Blood and Thunder

Jan. 1, 2002

The war on terror will be long and hard. Before it is over, we will need all of our instruments of national power and all of our military forces. It will be important to understand the diverse capabilities that we can bring to bear.

In every conflict for the past 10 years, airpower has been extraordinarily successful for us.

This does not mean we should expect to win our wars with airpower alone. Other capabilities are also essential. It would be foolish to discount them.

It would be even more foolish to disparage airpower, which has been our single best capability in recent conflicts. Nevertheless, that is exactly what happened.

Air strikes in Afghanistan began Oct. 7. Within the month, an outcry arose that the war was being lost. Airpower couldn’t get the job done, and we had not sent in ground forces for fear of taking casualties.

It would not be possible, said the naysayers, to take Kabul or any of the other cities with airpower and indigenous forces. The operation was bogged down. The Taliban would hold on through the winter.
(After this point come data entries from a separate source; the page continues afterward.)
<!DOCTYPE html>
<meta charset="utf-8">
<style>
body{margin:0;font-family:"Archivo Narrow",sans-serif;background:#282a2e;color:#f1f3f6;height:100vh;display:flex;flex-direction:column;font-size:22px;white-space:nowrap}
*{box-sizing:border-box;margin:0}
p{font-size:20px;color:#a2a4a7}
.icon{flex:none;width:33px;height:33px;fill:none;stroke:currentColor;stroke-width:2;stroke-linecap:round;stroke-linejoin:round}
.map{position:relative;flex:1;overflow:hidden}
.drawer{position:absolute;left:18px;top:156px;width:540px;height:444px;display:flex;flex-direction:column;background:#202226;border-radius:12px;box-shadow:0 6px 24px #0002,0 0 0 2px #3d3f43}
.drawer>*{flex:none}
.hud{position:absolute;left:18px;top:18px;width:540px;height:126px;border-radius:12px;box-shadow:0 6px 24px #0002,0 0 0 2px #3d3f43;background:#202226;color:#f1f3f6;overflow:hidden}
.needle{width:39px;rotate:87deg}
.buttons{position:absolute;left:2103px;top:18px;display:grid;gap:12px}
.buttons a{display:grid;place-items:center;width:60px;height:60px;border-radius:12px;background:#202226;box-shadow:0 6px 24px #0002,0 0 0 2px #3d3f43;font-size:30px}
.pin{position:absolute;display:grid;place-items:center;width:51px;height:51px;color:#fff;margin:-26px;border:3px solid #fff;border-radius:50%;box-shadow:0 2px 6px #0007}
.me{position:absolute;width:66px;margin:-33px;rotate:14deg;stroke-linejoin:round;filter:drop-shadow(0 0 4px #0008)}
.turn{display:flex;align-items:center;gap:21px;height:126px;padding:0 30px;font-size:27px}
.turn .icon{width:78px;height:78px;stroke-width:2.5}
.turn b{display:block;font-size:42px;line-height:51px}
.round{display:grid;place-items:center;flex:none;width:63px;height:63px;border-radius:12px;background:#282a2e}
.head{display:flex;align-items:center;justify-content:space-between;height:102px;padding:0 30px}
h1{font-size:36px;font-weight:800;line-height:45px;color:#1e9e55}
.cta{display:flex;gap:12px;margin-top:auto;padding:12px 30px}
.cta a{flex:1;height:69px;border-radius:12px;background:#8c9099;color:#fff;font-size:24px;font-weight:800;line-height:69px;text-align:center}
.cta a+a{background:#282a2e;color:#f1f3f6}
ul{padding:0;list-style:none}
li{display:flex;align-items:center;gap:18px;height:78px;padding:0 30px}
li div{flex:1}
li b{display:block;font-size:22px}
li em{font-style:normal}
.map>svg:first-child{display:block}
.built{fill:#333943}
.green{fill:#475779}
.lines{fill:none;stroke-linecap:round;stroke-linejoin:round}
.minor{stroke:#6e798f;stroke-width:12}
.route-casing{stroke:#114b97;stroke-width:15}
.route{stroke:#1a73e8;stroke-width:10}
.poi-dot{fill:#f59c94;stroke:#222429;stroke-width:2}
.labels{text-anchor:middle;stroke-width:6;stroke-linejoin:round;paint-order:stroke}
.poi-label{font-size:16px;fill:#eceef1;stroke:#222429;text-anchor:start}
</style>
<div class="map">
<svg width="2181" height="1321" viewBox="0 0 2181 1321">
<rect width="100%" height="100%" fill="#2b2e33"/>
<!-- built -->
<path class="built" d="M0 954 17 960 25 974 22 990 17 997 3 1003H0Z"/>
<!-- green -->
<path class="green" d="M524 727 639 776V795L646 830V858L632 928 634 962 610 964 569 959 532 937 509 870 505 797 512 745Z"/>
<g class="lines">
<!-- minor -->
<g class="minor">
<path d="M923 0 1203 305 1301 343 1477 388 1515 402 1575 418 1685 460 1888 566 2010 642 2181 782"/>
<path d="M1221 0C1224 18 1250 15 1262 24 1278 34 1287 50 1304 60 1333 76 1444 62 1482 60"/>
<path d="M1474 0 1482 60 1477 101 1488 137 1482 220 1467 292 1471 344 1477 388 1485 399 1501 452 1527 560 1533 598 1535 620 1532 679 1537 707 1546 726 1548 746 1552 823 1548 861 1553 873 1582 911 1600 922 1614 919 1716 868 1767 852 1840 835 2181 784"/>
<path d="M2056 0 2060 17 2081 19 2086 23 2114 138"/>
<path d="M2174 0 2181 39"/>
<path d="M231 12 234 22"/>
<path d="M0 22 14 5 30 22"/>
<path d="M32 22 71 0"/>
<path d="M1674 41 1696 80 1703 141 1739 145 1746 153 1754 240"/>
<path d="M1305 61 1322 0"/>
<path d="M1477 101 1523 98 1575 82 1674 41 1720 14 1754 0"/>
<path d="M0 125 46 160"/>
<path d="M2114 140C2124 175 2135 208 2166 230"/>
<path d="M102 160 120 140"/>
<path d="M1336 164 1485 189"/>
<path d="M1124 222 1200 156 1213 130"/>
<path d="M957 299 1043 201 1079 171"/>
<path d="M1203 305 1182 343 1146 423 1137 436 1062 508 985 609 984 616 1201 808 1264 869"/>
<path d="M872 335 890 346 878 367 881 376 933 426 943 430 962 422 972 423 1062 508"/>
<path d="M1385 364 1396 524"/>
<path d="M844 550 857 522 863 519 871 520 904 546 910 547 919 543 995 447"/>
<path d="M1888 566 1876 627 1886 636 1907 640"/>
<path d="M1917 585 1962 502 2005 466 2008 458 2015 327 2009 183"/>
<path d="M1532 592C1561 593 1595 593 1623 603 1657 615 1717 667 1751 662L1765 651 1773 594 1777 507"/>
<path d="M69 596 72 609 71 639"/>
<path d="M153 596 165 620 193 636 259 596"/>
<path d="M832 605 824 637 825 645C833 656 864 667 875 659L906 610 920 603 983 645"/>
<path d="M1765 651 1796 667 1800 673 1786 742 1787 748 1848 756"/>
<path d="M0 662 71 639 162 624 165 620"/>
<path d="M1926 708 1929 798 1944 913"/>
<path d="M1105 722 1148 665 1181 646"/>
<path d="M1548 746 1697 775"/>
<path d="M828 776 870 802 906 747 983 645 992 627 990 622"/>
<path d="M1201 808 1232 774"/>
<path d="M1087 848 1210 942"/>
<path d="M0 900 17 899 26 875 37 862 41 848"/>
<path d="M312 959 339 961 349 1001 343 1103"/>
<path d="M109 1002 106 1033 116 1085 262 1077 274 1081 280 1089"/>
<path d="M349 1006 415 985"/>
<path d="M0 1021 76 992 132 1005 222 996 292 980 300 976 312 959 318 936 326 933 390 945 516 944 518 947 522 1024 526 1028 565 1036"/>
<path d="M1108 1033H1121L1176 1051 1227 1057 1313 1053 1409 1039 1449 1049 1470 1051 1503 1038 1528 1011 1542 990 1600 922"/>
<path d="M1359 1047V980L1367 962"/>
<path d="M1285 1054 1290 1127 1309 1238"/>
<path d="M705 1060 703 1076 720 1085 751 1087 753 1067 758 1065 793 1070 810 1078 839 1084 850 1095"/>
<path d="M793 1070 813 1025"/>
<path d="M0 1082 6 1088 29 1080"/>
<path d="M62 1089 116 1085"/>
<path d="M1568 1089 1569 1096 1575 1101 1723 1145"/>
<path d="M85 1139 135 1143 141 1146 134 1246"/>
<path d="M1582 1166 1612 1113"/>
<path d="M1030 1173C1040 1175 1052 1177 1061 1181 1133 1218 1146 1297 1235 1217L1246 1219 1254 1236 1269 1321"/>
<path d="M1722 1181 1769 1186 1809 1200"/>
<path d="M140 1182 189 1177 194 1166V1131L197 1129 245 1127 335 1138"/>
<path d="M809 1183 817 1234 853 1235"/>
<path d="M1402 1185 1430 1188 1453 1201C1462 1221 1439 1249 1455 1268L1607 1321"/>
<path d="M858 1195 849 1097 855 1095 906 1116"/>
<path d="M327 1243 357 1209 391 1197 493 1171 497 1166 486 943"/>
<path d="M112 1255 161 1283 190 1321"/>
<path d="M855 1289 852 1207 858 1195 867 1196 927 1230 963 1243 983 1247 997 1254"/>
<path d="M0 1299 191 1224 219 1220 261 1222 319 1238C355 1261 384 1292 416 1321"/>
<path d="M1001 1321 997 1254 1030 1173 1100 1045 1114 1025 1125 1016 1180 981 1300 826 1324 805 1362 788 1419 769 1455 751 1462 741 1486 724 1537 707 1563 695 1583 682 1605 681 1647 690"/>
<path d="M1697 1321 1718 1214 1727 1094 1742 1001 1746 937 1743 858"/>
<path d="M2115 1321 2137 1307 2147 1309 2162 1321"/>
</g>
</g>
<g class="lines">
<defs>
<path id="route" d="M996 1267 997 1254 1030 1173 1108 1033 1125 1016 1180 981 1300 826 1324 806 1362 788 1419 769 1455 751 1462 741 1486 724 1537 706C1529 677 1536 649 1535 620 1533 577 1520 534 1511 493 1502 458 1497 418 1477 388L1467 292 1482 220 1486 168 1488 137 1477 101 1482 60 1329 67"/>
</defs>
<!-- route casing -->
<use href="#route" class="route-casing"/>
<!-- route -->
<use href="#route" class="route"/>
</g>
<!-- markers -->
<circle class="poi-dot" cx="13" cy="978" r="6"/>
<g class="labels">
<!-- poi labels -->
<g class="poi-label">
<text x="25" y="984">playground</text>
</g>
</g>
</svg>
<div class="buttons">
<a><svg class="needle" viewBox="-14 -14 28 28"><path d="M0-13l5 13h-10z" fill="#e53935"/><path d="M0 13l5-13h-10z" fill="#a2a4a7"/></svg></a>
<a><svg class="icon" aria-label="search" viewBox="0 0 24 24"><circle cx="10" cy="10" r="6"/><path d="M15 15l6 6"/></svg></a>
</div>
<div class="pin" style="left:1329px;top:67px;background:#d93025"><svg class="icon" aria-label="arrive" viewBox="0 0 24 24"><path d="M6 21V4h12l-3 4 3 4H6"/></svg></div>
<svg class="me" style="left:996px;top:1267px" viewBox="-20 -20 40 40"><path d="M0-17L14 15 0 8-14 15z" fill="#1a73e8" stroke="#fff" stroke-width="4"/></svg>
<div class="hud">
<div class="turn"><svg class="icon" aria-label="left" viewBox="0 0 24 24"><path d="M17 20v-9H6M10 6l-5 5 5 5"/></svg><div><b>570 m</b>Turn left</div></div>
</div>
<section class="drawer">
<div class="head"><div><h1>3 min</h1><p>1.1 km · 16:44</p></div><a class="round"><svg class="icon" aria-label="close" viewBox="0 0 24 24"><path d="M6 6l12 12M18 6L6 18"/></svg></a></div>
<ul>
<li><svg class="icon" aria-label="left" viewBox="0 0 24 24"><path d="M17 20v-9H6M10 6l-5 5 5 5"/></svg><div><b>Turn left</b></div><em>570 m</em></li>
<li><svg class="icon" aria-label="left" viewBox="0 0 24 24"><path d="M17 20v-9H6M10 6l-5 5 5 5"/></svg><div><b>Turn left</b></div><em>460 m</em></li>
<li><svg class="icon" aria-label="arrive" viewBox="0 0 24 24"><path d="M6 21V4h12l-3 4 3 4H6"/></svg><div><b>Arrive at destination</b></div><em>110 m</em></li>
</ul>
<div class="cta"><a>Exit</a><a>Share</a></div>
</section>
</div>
Our best hope, they said, was a ground offensive in the spring. It would take between 20,000 and 100,000 US ground troops. There would be casualties, of course, but that was to be expected in war. Reluctance to take casualties was said to be cowardly, and bombing from a safe altitude was seen as unfair.

Besides, the critics said, it was ground power, not airpower, that carried the day in the Gulf War and in Kosovo. That story had been invented and spread by the land power lobby, but a surprising number of columnists and commentators bought it. The New Republic, for example, predicted another failure of airpower in Afghanistan, which would not be surprising since “airpower certainly has a rather impressive record of failure.”

By November, the prognosticators began to look less than astute. The Taliban was seriously weakened from previous strikes. When heavy bombers, assisted by US spotters on the ground, began hammering the front-line positions, the defenses crumbled. Afghan irregulars, supported by airpower and a handful of US Special Forces, took Mazar-e-Sharif and Kabul, swept south, and were soon in control of most of the country.

Even so, not everyone was satisfied. Max Boot, an editor with the Wall Street Journal, complained that “President Bush promised that this would not be another bloodless, push-button war, but that is precisely what it has been.” Our success in Afghanistan might come back to haunt us, Boot said, because it “did nothing to dispel the widespread impression that Americans are fat, indolent, and unwilling to fight the barbarians on their own terms.”

There is plenty of fighting left in the war on terror. Boot may yet see all the blood he can tolerate. He may even see it before operations end in Afghanistan.

Surely, though, we will not be so unwise as to “fight the barbarians on their own terms.” The sound strategy is to apply “asymmetric power,” pitting our strengths against the enemy’s weaknesses.

One such asymmetric strength is airpower. In the Gulf, in Bosnia, in Serbia, and more recently in Afghanistan, airpower gave us an overwhelming advantage. The enemy couldn’t match it, and couldn’t defend against it.

It is time to put away the tired old story that airpower doesn’t work.

Airpower worked in the Gulf War. The 38-day air campaign left the Iraqi force demoralized, reeling, and degraded by about 50 percent. Coalition ground forces, supported by airpower, needed only 100 hours to chase the staggering Iraqis out of Kuwait.

Airpower worked in Serbia. It was the only military force engaged in a 78-day operation that ended with the Serb surrender. The threat of a land offensive had little to do with it. NATO had no plans to invade Serbia and could not have done so for another six months, if then.

It was a good idea to give airpower a chance to do what it could in Afghanistan. It turned out to be quite a lot.

We were fortunate to have a mix of service capabilities, with carrier-based aircraft generating the bulk of the early sorties and Air Force bombersworking with ground troops as events progresseddelivering the preponderance of the ordnance and accounting for more than half of the targets struck. Many others, including airlifters, tankers, gunships, fighters, and unmanned craft in air and space, contributed as well.

The best policy is to respect and support all of our forces. We are likely to need them, sooner or later. The time may come when we cannot avoid the clash of forces in ground combat or when high casualties are inevitable. However, we should not rush that moment because the peanut gallery is impatient with the progress of the campaign.

Assorted analysts, including retired military officers of a certain persuasion, are scornful of the effort to avoid casualties. We can only wonder at their motivation and take care not to put them in positions of authority.

War is not a sporting event where the playing field is level and both sides are given an equal chance. We want to achieve our objectives with the fewest casualties possible. The point is to make war terrible for the enemy, not for ourselves.